**STUDY MATERIAL**
BEGIN
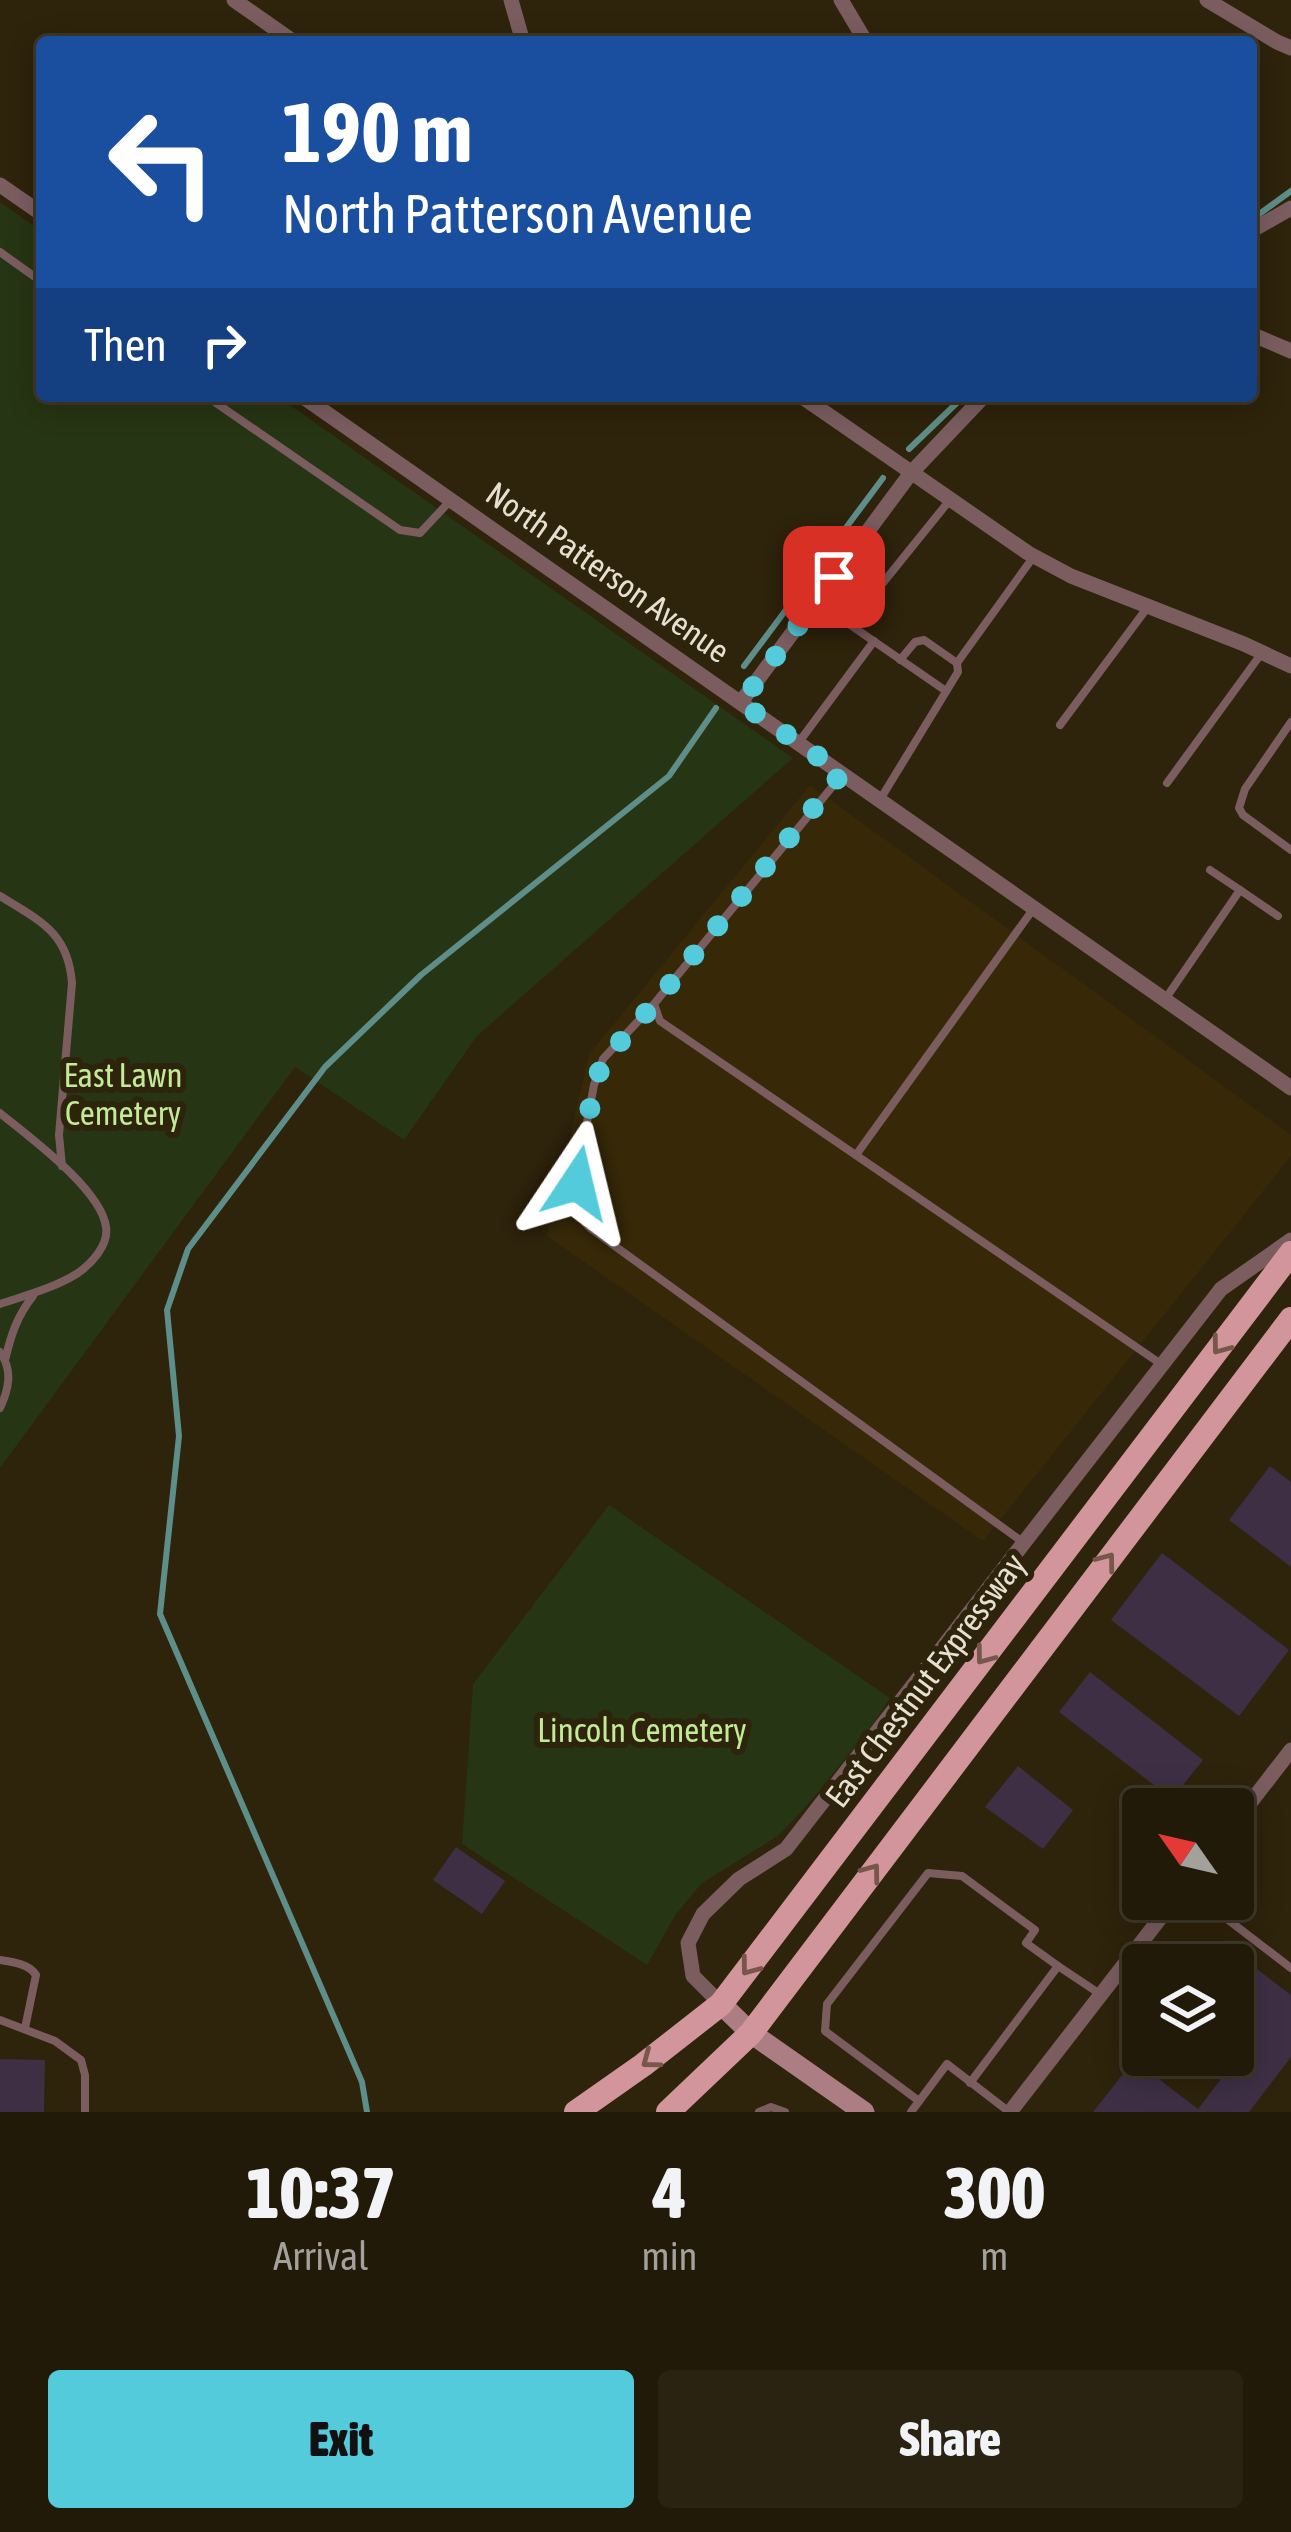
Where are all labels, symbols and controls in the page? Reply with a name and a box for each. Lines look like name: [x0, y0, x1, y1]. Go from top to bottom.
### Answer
icon: left: [84, 84, 240, 240]
text: 190 m: [282, 84, 472, 180]
text: North Patterson Avenue: [282, 183, 753, 244]
icon: right: [191, 312, 257, 378]
text: Then: [84, 319, 167, 371]
street label: North Patterson Avenue: [479, 474, 737, 670]
pin: [783, 526, 885, 628]
icon: arrive: [801, 544, 867, 610]
park label: East Lawn Cemetery: [64, 1056, 182, 1132]
position arrow: [514, 1120, 640, 1246]
one-way arrow: [1213, 1332, 1235, 1354]
street label: East Chestnut Expressway: [817, 1546, 1033, 1814]
one-way arrow: [1093, 1553, 1115, 1575]
one-way arrow: [977, 1643, 999, 1665]
park label: Lincoln Cemetery: [537, 1711, 747, 1749]
north arrow: [1122, 1788, 1254, 1920]
map controls: [1122, 1788, 1254, 2076]
one-way arrow: [857, 1864, 879, 1886]
button: layers: [1122, 1944, 1254, 2076]
one-way arrow: [741, 1954, 763, 1975]
one-way arrow: [641, 2046, 663, 2067]
text: 10:37: [246, 2151, 396, 2233]
text: 4: [653, 2151, 686, 2233]
text: 300: [944, 2151, 1045, 2233]
text: Arrival: [273, 2234, 368, 2278]
text: min: [642, 2234, 698, 2278]
text: m: [980, 2234, 1008, 2278]
button: Exit: [48, 2370, 634, 2508]
button: Share: [658, 2370, 1243, 2508]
END
**WHAT NEEDS TO BE DONE**
Scan the material above for the string "arrow". Copy each line that holds it.

**RESPONSE TO THE EXERCISE**
position arrow: [514, 1120, 640, 1246]
one-way arrow: [1213, 1332, 1235, 1354]
one-way arrow: [1093, 1553, 1115, 1575]
one-way arrow: [977, 1643, 999, 1665]
north arrow: [1122, 1788, 1254, 1920]
one-way arrow: [857, 1864, 879, 1886]
one-way arrow: [741, 1954, 763, 1975]
one-way arrow: [641, 2046, 663, 2067]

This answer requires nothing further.